The most closely related work to ours are [21] are [22], where the 3D model is encoded in a TSDF surface representation [18] and refined using Shape-from-Shading techniques. In [21] the fused color information and the fused depth information in the voxel grid are incorporated in a shading based energy functional. The resulting functional is optimized to get an improved reconstruction. Just recently, [22] extended and improved [21] by approximating multiple static light sources to better model the illumination. They additionally used the input intensity images instead of the fused color to measure the difference between rendered intensity gradient and observed intensity gradient. Both [21] and [22] regularize the surface with a Laplacian and the albedo by measuring chromaticity differences between neighboring voxels. Furthermore, [22] also regularizes the light sources with a Laplacian.

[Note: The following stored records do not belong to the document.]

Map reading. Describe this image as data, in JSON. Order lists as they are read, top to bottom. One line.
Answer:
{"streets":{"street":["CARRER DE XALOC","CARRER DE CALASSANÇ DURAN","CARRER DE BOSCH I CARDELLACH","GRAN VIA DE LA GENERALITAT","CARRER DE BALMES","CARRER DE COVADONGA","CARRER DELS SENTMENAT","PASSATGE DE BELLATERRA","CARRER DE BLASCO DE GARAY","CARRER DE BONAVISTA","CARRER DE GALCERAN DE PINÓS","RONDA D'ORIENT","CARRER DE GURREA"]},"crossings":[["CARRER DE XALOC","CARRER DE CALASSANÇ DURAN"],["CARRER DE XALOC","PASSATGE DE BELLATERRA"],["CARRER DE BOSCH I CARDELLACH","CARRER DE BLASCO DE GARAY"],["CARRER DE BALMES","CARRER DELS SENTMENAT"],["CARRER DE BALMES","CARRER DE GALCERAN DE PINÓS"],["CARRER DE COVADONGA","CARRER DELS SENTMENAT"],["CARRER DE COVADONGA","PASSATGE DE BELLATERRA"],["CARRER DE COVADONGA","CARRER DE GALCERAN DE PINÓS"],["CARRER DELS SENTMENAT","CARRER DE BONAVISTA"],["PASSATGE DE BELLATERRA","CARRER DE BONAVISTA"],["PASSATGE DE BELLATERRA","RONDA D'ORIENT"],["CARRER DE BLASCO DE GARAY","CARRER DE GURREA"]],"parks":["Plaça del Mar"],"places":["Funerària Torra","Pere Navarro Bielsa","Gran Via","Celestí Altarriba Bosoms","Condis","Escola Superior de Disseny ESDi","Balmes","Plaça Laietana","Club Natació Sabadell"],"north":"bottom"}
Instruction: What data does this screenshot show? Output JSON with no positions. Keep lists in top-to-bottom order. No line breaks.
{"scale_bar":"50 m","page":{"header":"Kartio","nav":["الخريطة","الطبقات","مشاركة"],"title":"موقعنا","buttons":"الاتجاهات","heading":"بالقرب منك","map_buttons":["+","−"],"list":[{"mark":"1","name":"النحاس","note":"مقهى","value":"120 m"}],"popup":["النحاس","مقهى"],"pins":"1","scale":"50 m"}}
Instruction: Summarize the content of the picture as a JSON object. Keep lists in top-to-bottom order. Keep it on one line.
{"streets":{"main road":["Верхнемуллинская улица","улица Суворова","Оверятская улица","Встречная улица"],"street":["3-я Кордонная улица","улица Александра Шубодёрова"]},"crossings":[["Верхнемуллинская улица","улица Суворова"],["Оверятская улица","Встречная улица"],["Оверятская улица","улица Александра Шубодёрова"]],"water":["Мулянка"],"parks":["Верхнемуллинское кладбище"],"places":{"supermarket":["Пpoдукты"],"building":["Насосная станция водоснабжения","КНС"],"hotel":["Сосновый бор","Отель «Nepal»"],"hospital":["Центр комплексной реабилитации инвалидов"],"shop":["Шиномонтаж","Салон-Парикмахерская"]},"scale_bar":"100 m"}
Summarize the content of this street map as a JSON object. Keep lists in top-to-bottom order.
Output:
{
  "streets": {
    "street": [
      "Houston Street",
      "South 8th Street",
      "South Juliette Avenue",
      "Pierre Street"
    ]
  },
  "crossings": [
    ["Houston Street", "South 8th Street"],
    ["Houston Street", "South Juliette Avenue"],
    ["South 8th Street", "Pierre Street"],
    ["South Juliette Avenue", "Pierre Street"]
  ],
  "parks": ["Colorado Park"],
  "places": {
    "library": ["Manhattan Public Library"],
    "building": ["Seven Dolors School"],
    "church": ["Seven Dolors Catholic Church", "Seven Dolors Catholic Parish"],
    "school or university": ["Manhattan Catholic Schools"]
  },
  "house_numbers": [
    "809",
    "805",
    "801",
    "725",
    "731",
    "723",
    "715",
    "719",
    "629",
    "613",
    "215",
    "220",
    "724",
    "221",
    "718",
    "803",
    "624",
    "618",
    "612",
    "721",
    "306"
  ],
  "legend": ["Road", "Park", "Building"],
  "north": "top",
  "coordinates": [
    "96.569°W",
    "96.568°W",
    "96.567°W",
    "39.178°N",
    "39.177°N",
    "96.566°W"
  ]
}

In this paper we investigate how one can benefit from the TSDF representation and the observed color and depth images by using ideas from photometric stereo. The main difference between [21, 22] and our work is that we allow the light source to vary between the input RGB-D frames. The theoretical motivation to move both the light source as well as the camera is that varying the light source generates richer data, in contrast to keeping the light source fixed as in [21, 22].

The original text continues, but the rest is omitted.